Perbankan mempersiapkan diri mendekati akhir dari masa restruktrurisasi kredit terdampak Covid-19. Adapaun pemeriksaan OJK menunjukkan, industri perbankan siap memitigasi risiko yang ada.
Oleh
BENEDIKTUS KRISNA YOGATAMA, Atiek Alhamasy
·3 menit baca
JAKARTA, KOMPAS — Kendati ada rencana memperpanjang restrukturisasi kredit yang akan menyasar debitor dari sektor ekonomi dan geografis tertentu, hasil pemeriksaan Otoritas Jasa Keuangan atau OJK menunjukkan, industri perbankan sudah mempersiapkan mitigasi risiko selesainya restrukturisasi kredit. Restrukturisasi kredit terkait dengan dampak pandemi Covid-19 dijadwalkan berakhir pada Maret 2023.
Mengutip data OJK, sampai dengan Agustus 2022, nilai restrukturisasi kredit mencapai Rp 543,45 triliun, menurun Rp 16,77 triliun dibandingkan dengan Juli 2022. Jumlah itu jauh menyusut 34,56 persen dari titik puncaknya, yakni Rp 830,47 triliun pada Agustus 2020.
Sekretaris Perusahaan PT Bank Rakyat Indonesia (Persero) Tbk Aestika Oryza Gunarto menyampaikan, pihaknya menyiapkan tiga skenario mitigasi risiko menjelang selesainya program restrukturisasi. Pertama, melakukan monitoring ketat terhadap debitor yang memiliki kualitas kredit bermasalah untuk mengantisipasi kredit macet. Kedua, BRI akan lebih selektif dalam melakukan restrukturisasi kredit, khususnya restrukturisasi berulang.
”Terakhir, melakukan upaya penyelesaian bagi nasabah yang sudah tidak memiliki kemampuan bayar serta melakukan pembentukan pencadangan yang memadai.

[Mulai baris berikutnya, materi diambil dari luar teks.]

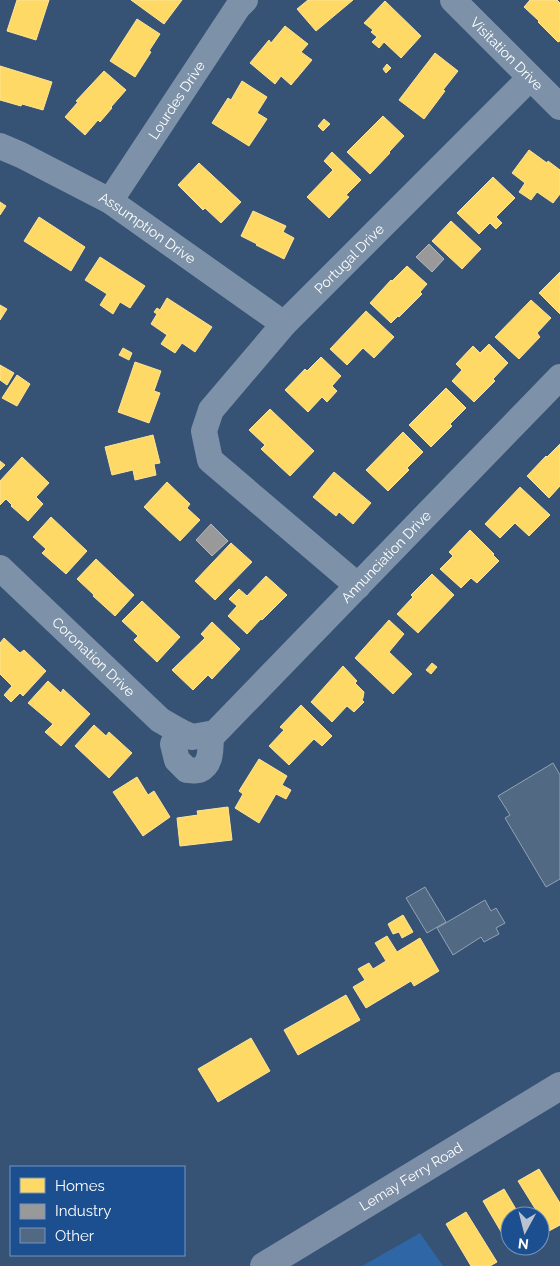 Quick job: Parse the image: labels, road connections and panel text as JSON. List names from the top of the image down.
{
  "streets": {
    "main road": ["Lemay Ferry Road"],
    "street": [
      "Visitation Drive",
      "Lourdes Drive",
      "Assumption Drive",
      "Portugal Drive",
      "Annunciation Drive",
      "Coronation Drive"
    ]
  },
  "crossings": [
    ["Visitation Drive", "Portugal Drive"],
    ["Lourdes Drive", "Assumption Drive"],
    ["Assumption Drive", "Portugal Drive"],
    ["Portugal Drive", "Annunciation Drive"],
    ["Annunciation Drive", "Coronation Drive"]
  ],
  "legend": ["Homes", "Industry", "Other"],
  "north": "bottom"
}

Strategi pencadangan harus dipupuk dari sekarang untuk mengantisipasi tantangan ekonomi di masa depan,” ujar Aestika, Rabu (5/10/2022), di Jakarta.

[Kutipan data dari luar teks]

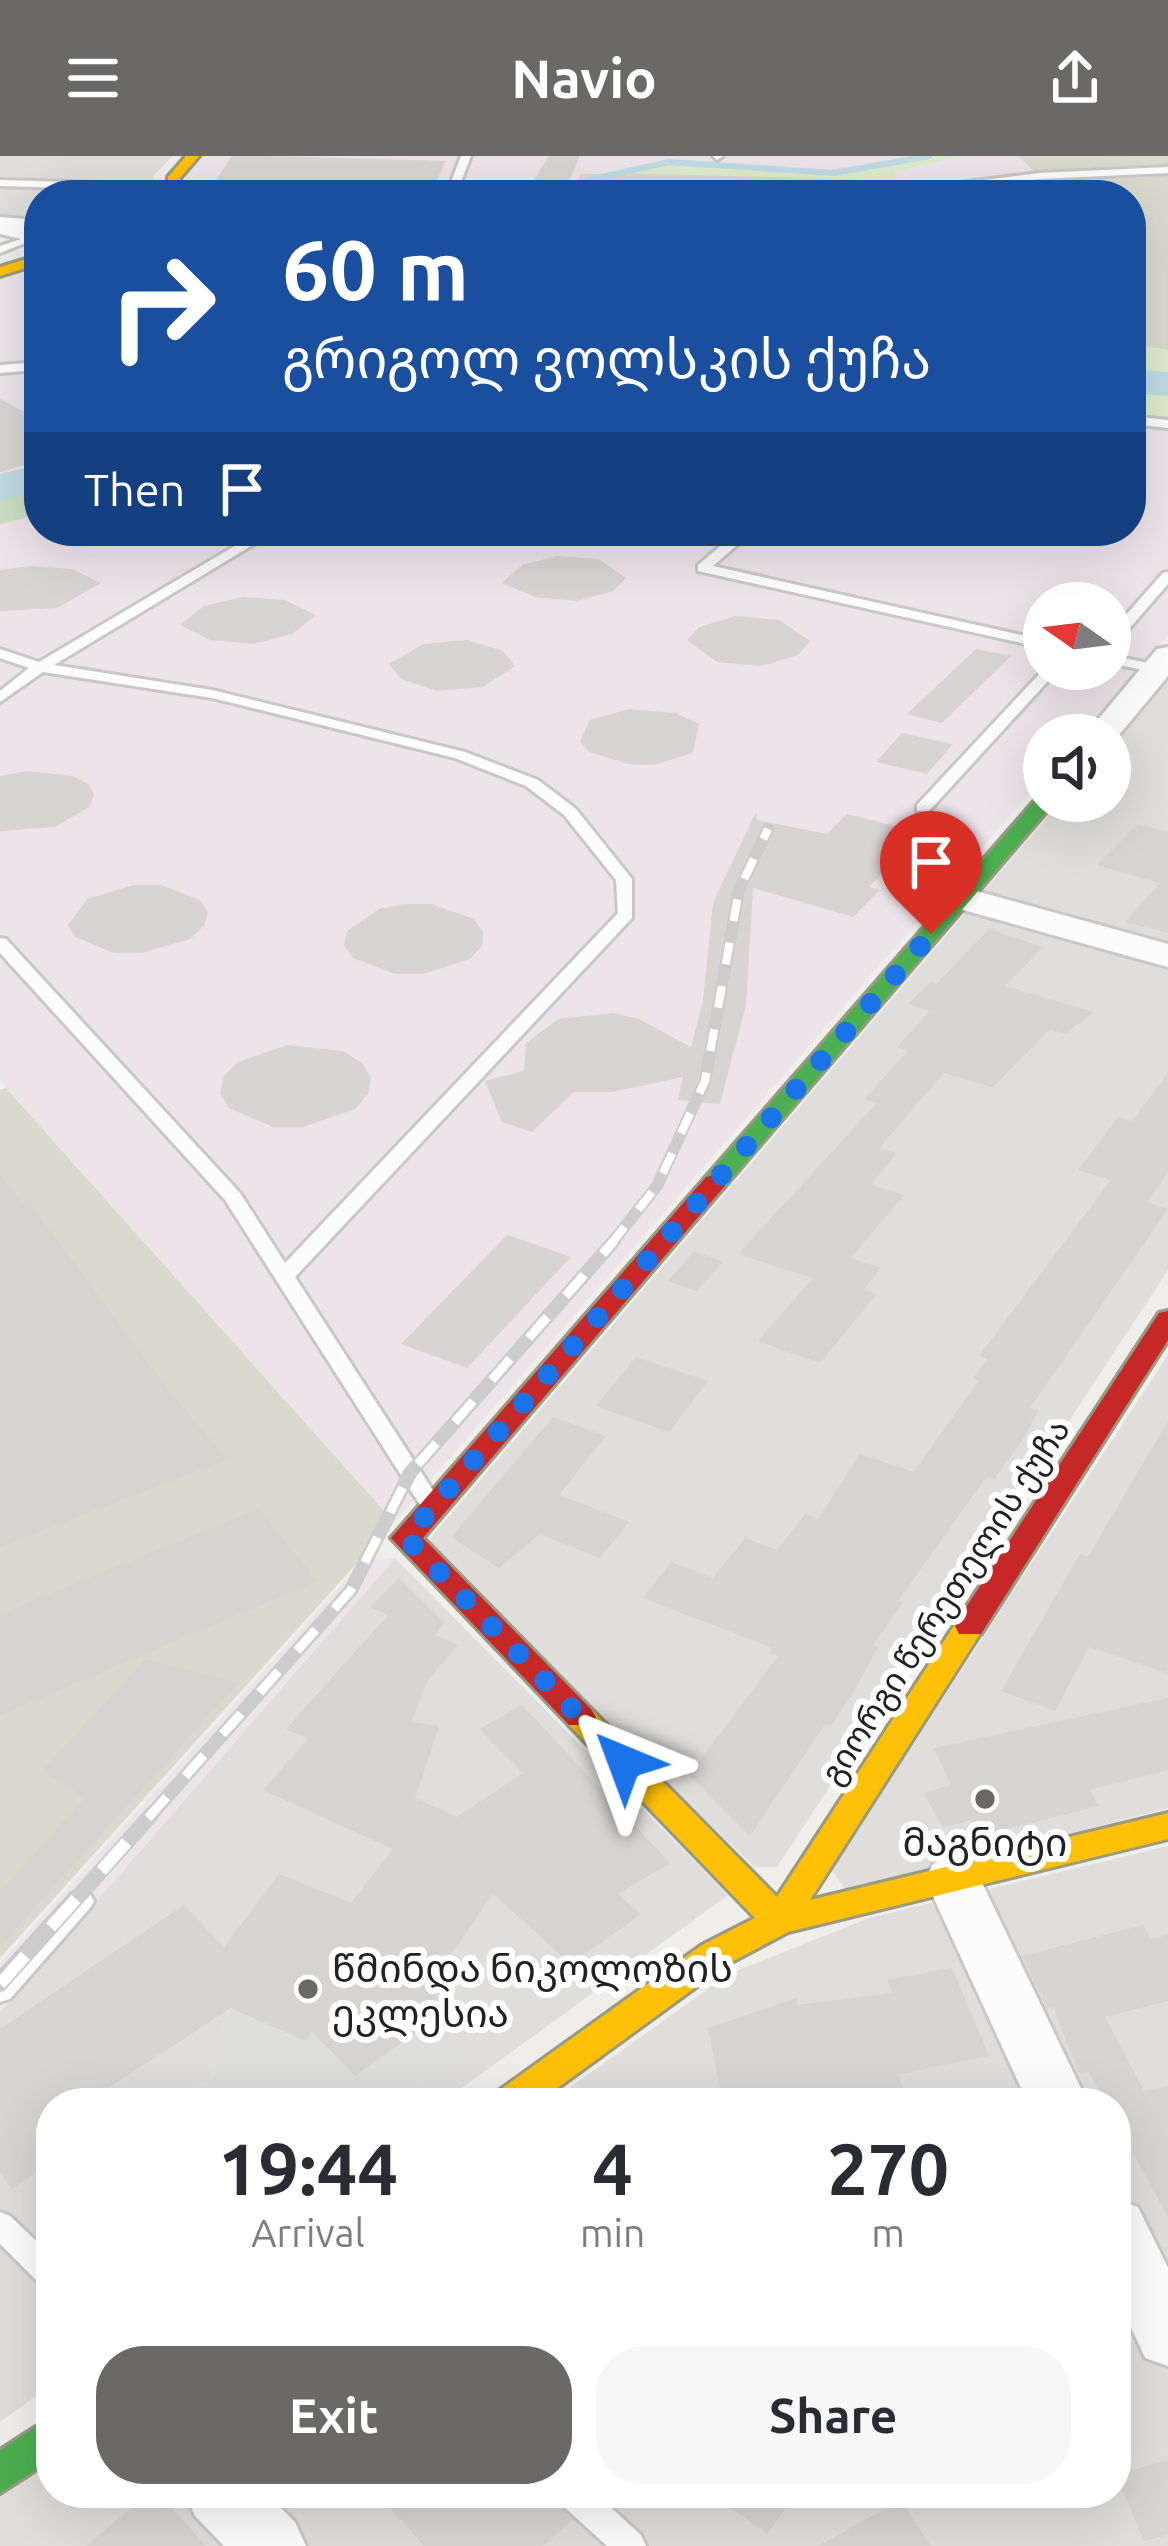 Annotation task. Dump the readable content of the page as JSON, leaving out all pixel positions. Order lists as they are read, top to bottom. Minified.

Sementara itu, Direktur Manajemen Risiko PT Bank Mandiri (Persero) Tbk Ahmad Siddik Badrudin menambahkan, porsi non-performing loan (NPL) dari restrukturisasi kredit terhadap total portofolio kredit masih terjaga pada level 0,2 persen. ”Bank juga telah mengantisipasi pemburukan restrukturisasi kredit apabila nanti dilakukan normalisasi kebijakan restrukturisasi melalui pencadangan yang cukup di kisaran 20 persen hingga mencapai 60 persen untuk yang berisiko tinggi,” ujarnya.

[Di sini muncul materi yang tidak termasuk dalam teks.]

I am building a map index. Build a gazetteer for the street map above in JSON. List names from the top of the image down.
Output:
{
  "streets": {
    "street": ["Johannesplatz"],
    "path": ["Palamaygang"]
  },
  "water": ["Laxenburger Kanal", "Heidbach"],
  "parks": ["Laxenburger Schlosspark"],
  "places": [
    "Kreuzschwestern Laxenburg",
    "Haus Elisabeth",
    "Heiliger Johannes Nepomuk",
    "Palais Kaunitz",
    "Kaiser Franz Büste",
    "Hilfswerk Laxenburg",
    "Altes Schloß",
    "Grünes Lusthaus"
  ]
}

Mengenai rencana OJK untuk memperpanjang restrukturisasi kredit, menurut Siddik, restrukturisasi masih diperlukan secara sektoral, misalnya untuk sektor transportasi dan perhotelan. Selain itu, juga perlu diterapkan di lokasi yang perekonomiannya belum pulih sepenuhnya dari dampak pandemi Covid-19.
Sebelumnya, pada jumpa pers Rapat Dewan Komisioner OJK, Senin (3/10), Kepala Eksekutif Pengawas Perbankan OJK Dian Ediana Rae menjelaskan, berdasarkan hasil pemeriksaan OJK, ditemukan bahwa industri perbankan dalam kondisi siap menghadapi berakhirnya program restrukturisasi kredit.
Dian menjelaskan, saat ini ada kemungkinan sebanyak 11,53 persen restrukturisasi kredit itu wanprestasi. Namun, industri perbankan juga sudah menyiapkan Cadangan Kerugian Penurunan Nilai (CKPN) yang mencapai 39 persen atau lebih dari tiga kali lipat yang diperlukan untuk menambal restrukturisasi kredit yang wanprestasi tersebut.
Direktur Center of Economic and Law Studies (Celios) Bhima Yudhistira mengatakan, restrukturisasi kredit yang akan berakhir dapat diperpanjang, tetapi harus lebih selektif dalam memilih target debitor.
”Harus lebih selektif dalam melihat kemampuan debitor, bisa dilihat dari slip gaji debitor apakah turun atau tidak, juga melihat apakah debitor terdampak pemutusan hubungan kerja. Dokumennya harus lengkap,” ucapnya.